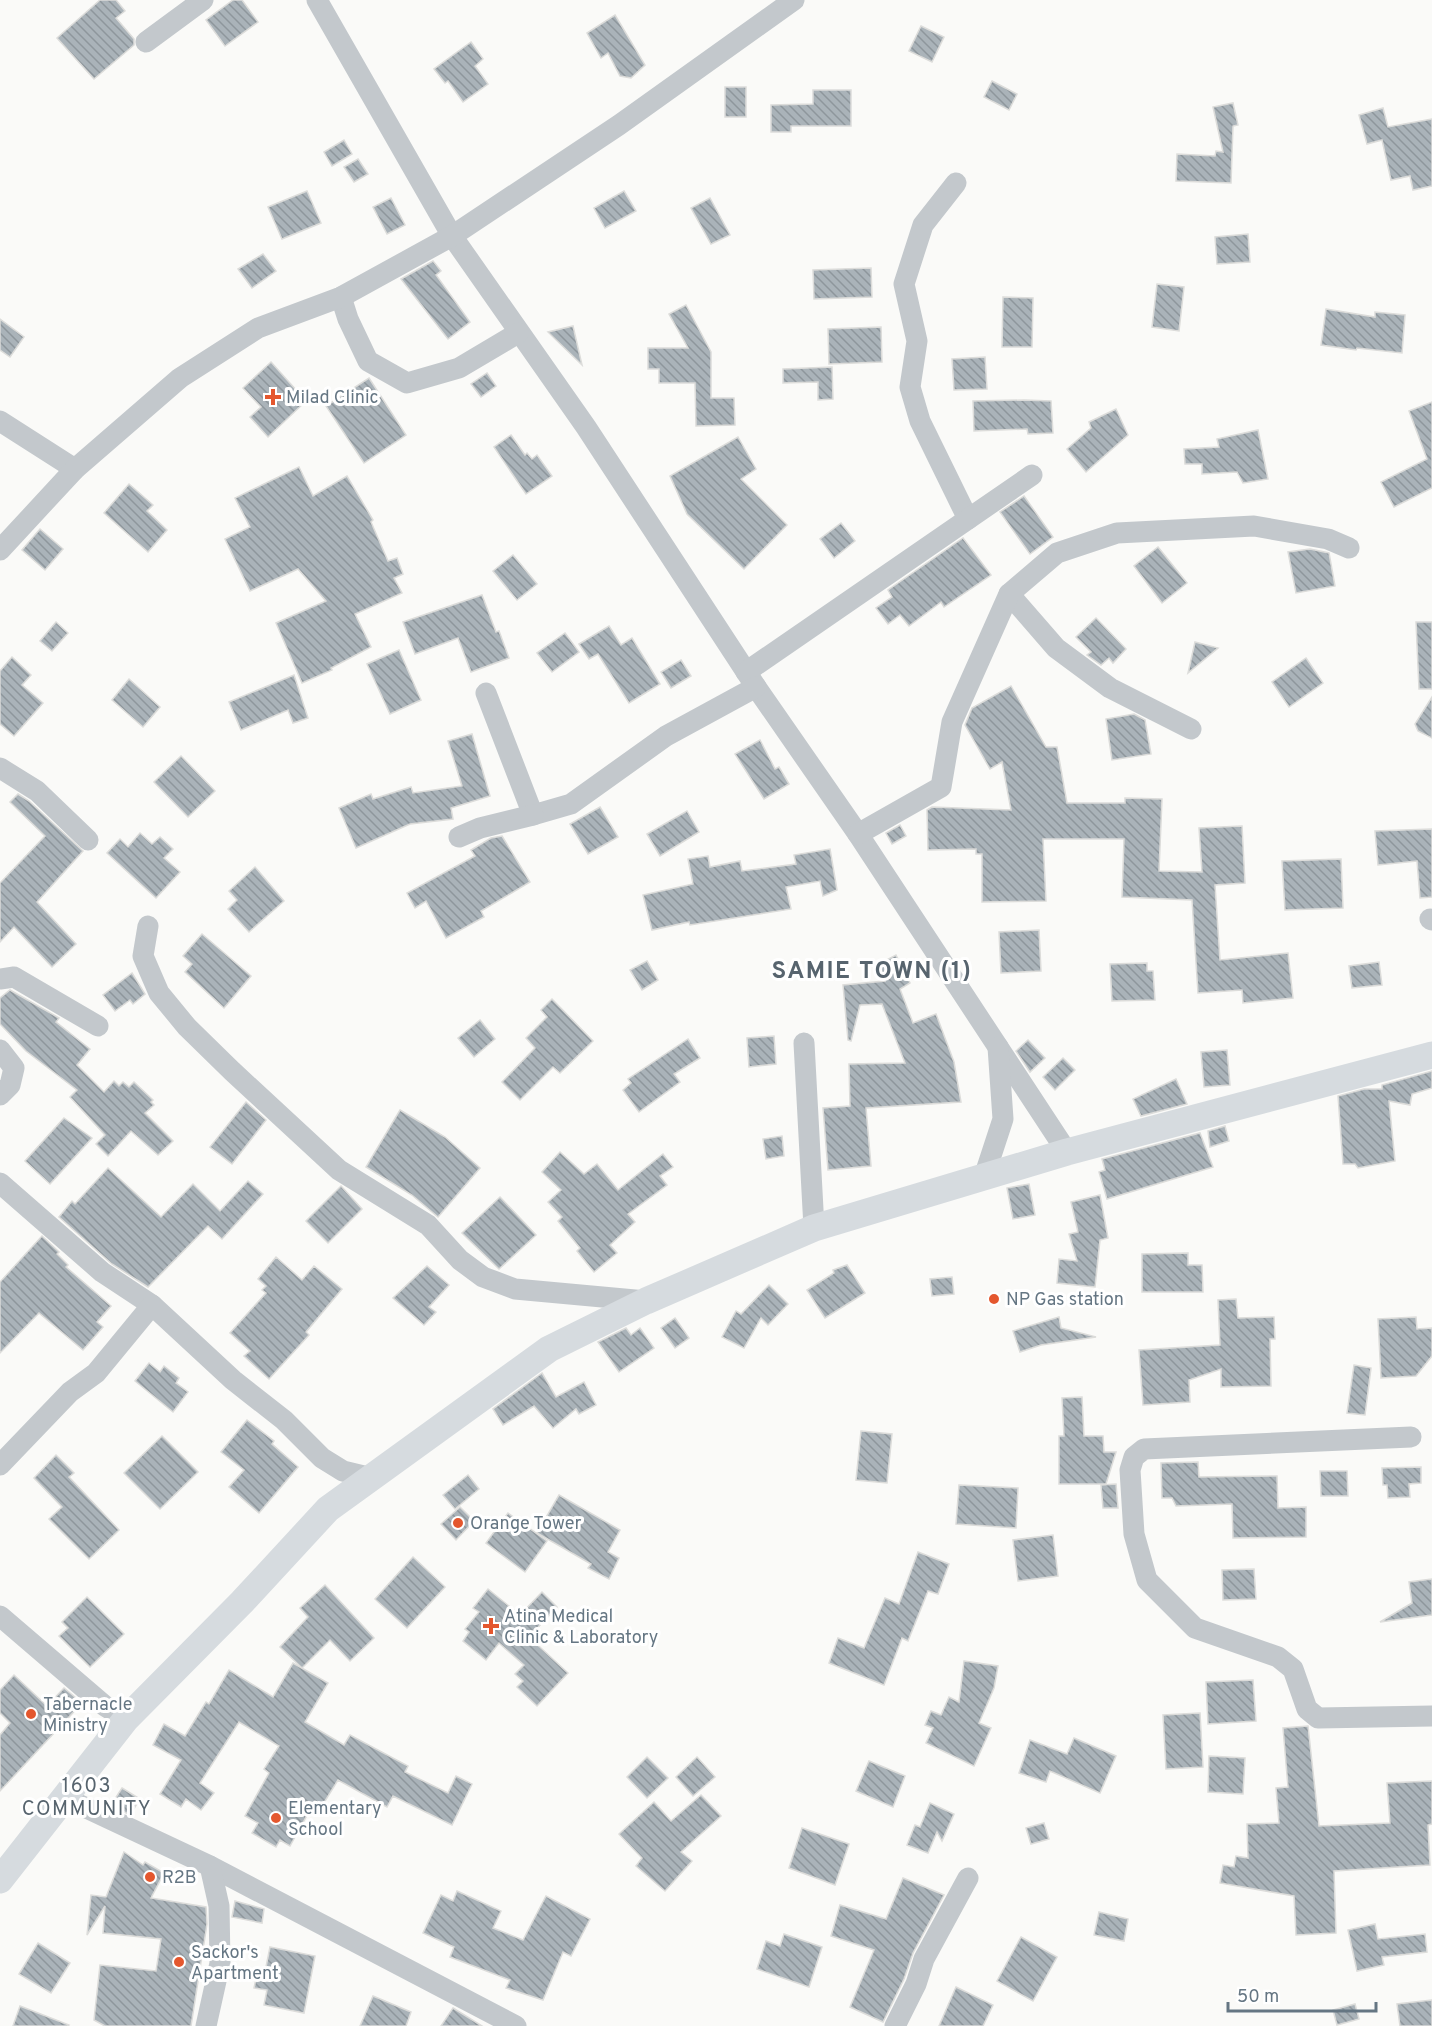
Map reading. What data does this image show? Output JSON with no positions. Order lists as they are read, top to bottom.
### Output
{
  "districts": ["SAMIE TOWN (1)", "1603 COMMUNITY"],
  "places": {
    "health": ["Milad Clinic", "Atina Medical Clinic & Laboratory"],
    "other": [
      "NP Gas station",
      "Orange Tower",
      "Tabernacle Ministry",
      "Elementary School",
      "R2B",
      "Sackor's Apartment"
    ]
  },
  "scale_bar": "50 m"
}
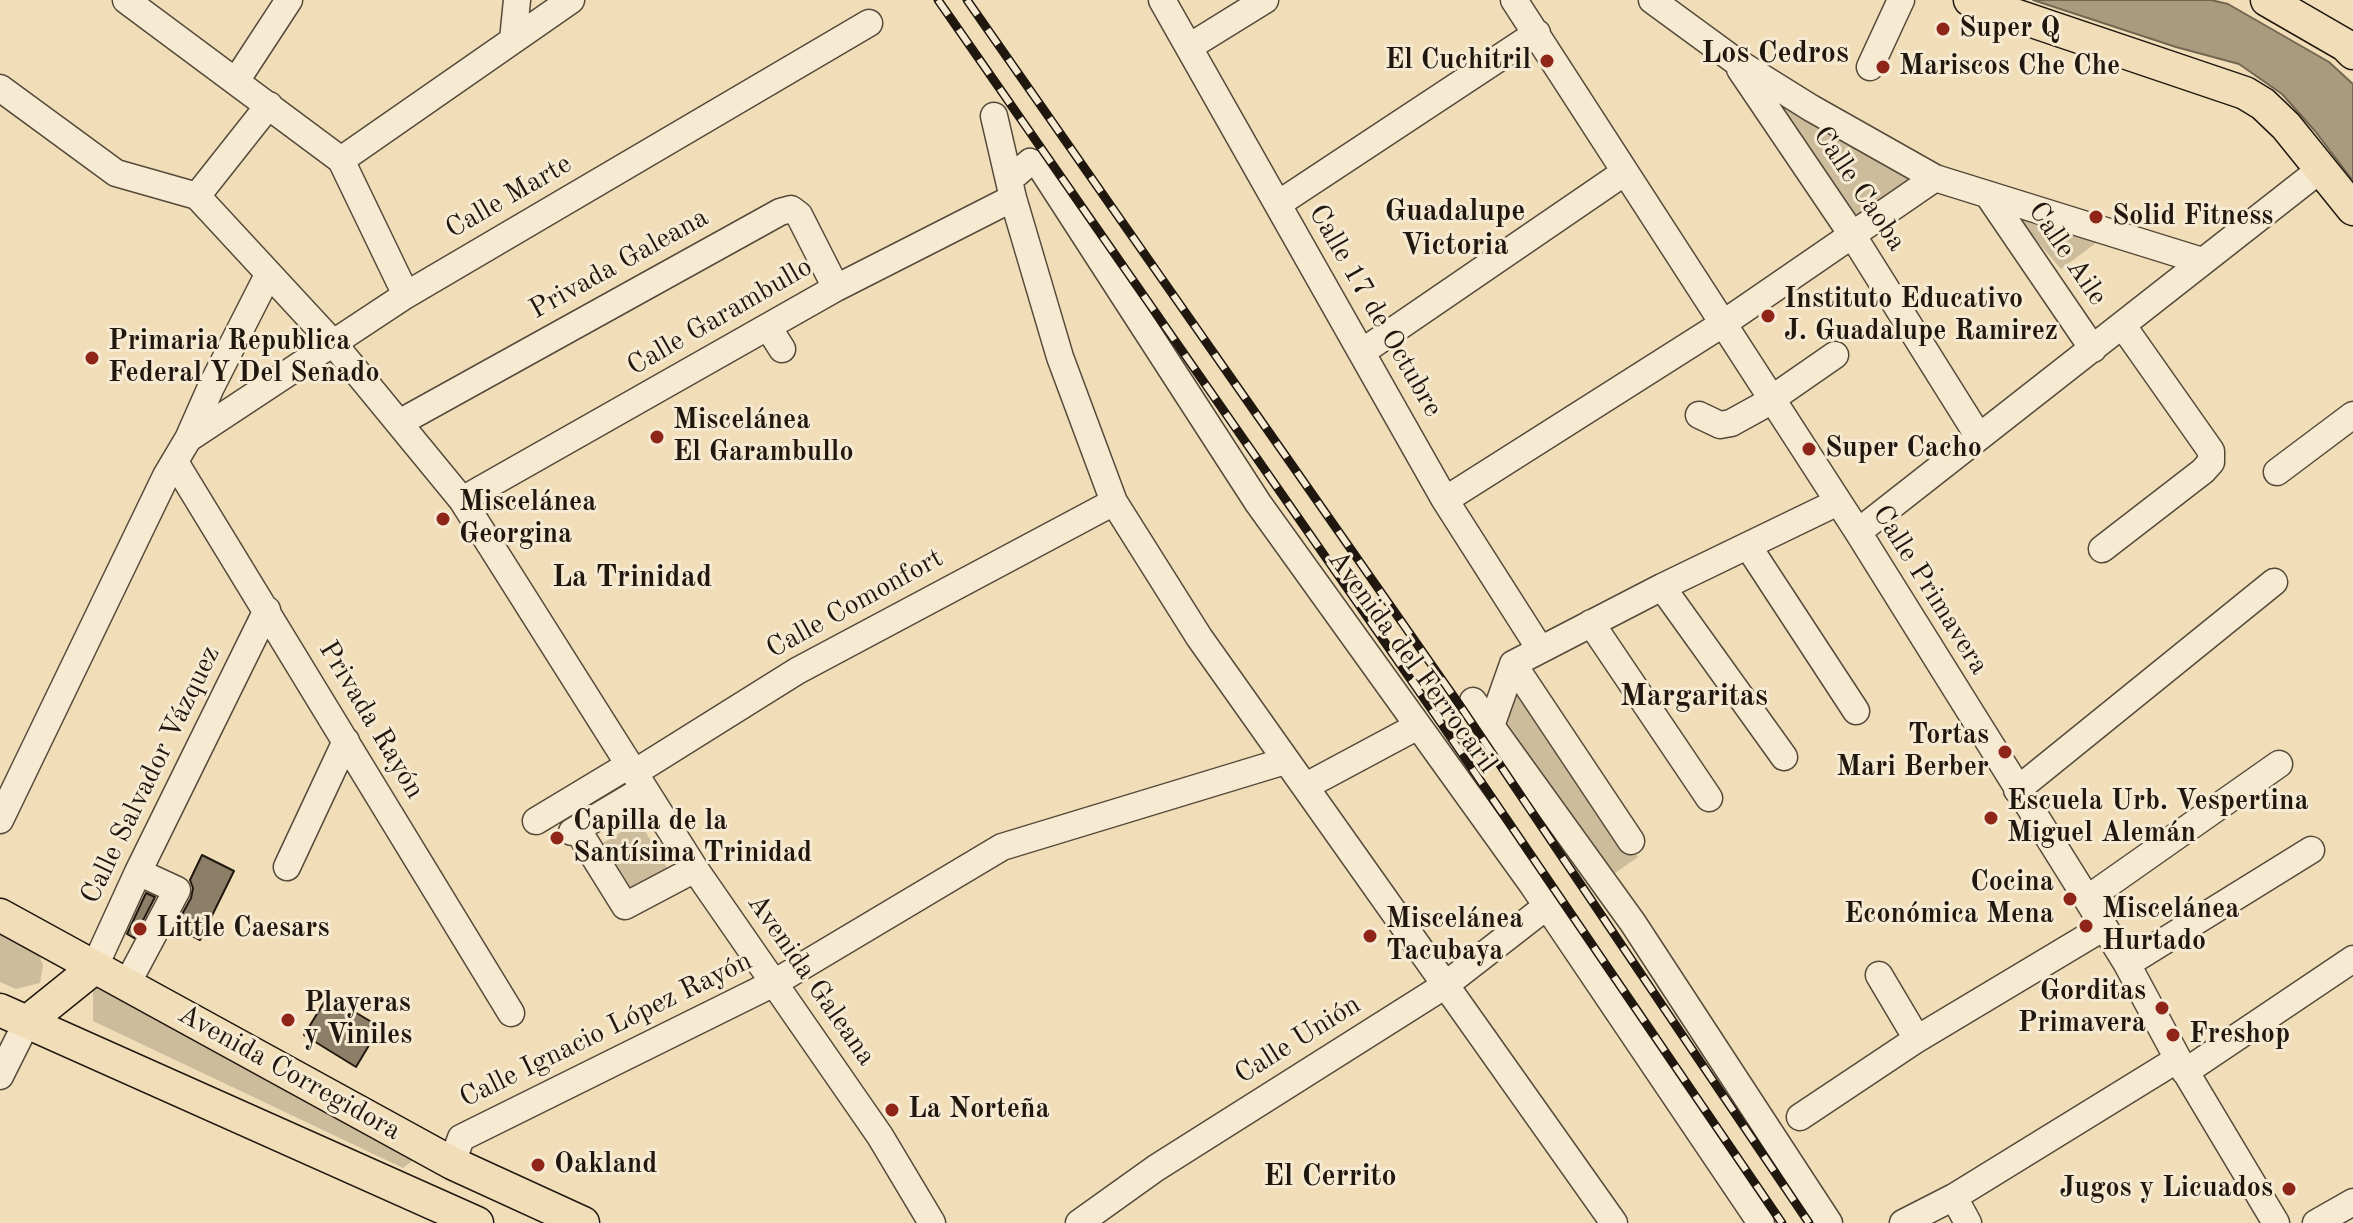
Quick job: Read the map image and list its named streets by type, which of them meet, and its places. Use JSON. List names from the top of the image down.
{
  "streets": {
    "main road": ["Avenida Corregidora"],
    "street": [
      "Calle Caoba",
      "Calle Marte",
      "Calle Aile",
      "Privada Galeana",
      "Calle 17 de Octubre",
      "Calle Garambullo",
      "Calle Primavera",
      "Calle Comonfort",
      "Avenida del Ferrocaril",
      "Privada Rayón",
      "Calle Salvador Vázquez",
      "Avenida Galeana",
      "Calle Ignacio López Rayón",
      "Calle Unión"
    ]
  },
  "crossings": [
    ["Calle Marte", "Privada Rayón"],
    ["Calle Marte", "Avenida Galeana"],
    ["Privada Galeana", "Calle Garambullo"],
    ["Privada Galeana", "Avenida Galeana"],
    ["Calle Garambullo", "Avenida del Ferrocaril"],
    ["Calle Garambullo", "Avenida Galeana"],
    ["Calle Comonfort", "Avenida Galeana"],
    ["Avenida del Ferrocaril", "Calle Unión"],
    ["Privada Rayón", "Calle Salvador Vázquez"],
    ["Calle Salvador Vázquez", "Avenida Corregidora"],
    ["Avenida Galeana", "Calle Ignacio López Rayón"],
    ["Calle Ignacio López Rayón", "Avenida Corregidora"]
  ],
  "districts": [
    "Los Cedros",
    "Guadalupe Victoria",
    "La Trinidad",
    "Margaritas",
    "El Cerrito"
  ],
  "places": [
    "Super Q",
    "El Cuchitril",
    "Mariscos Che Che",
    "Solid Fitness",
    "Instituto Educativo J. Guadalupe Ramirez",
    "Primaria Republica Federal Y Del Senado",
    "Miscelánea El Garambullo",
    "Super Cacho",
    "Miscelánea Georgina",
    "Tortas Mari Berber",
    "Escuela Urb. Vespertina Miguel Alemán",
    "Capilla de la Santísima Trinidad",
    "Cocina Económica Mena",
    "Miscelánea Hurtado",
    "Little Caesars",
    "Miscelánea Tacubaya",
    "Gorditas Primavera",
    "Playeras y Viniles",
    "Freshop",
    "La Norteña",
    "Oakland",
    "Jugos y Licuados"
  ]
}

Task item
In the copy, include every record exactly and no pictures.

Output of the exercise
Map reading. What data does this image show? Output JSON with no positions. Order lists as they are read, top to bottom.
### Output
{
  "districts": ["SAMIE TOWN (1)", "1603 COMMUNITY"],
  "places": {
    "health": ["Milad Clinic", "Atina Medical Clinic & Laboratory"],
    "other": [
      "NP Gas station",
      "Orange Tower",
      "Tabernacle Ministry",
      "Elementary School",
      "R2B",
      "Sackor's Apartment"
    ]
  },
  "scale_bar": "50 m"
}
Quick job: Read the map image and list its named streets by type, which of them meet, and its places. Use JSON. List names from the top of the image down.
{
  "streets": {
    "main road": ["Avenida Corregidora"],
    "street": [
      "Calle Caoba",
      "Calle Marte",
      "Calle Aile",
      "Privada Galeana",
      "Calle 17 de Octubre",
      "Calle Garambullo",
      "Calle Primavera",
      "Calle Comonfort",
      "Avenida del Ferrocaril",
      "Privada Rayón",
      "Calle Salvador Vázquez",
      "Avenida Galeana",
      "Calle Ignacio López Rayón",
      "Calle Unión"
    ]
  },
  "crossings": [
    ["Calle Marte", "Privada Rayón"],
    ["Calle Marte", "Avenida Galeana"],
    ["Privada Galeana", "Calle Garambullo"],
    ["Privada Galeana", "Avenida Galeana"],
    ["Calle Garambullo", "Avenida del Ferrocaril"],
    ["Calle Garambullo", "Avenida Galeana"],
    ["Calle Comonfort", "Avenida Galeana"],
    ["Avenida del Ferrocaril", "Calle Unión"],
    ["Privada Rayón", "Calle Salvador Vázquez"],
    ["Calle Salvador Vázquez", "Avenida Corregidora"],
    ["Avenida Galeana", "Calle Ignacio López Rayón"],
    ["Calle Ignacio López Rayón", "Avenida Corregidora"]
  ],
  "districts": [
    "Los Cedros",
    "Guadalupe Victoria",
    "La Trinidad",
    "Margaritas",
    "El Cerrito"
  ],
  "places": [
    "Super Q",
    "El Cuchitril",
    "Mariscos Che Che",
    "Solid Fitness",
    "Instituto Educativo J. Guadalupe Ramirez",
    "Primaria Republica Federal Y Del Senado",
    "Miscelánea El Garambullo",
    "Super Cacho",
    "Miscelánea Georgina",
    "Tortas Mari Berber",
    "Escuela Urb. Vespertina Miguel Alemán",
    "Capilla de la Santísima Trinidad",
    "Cocina Económica Mena",
    "Miscelánea Hurtado",
    "Little Caesars",
    "Miscelánea Tacubaya",
    "Gorditas Primavera",
    "Playeras y Viniles",
    "Freshop",
    "La Norteña",
    "Oakland",
    "Jugos y Licuados"
  ]
}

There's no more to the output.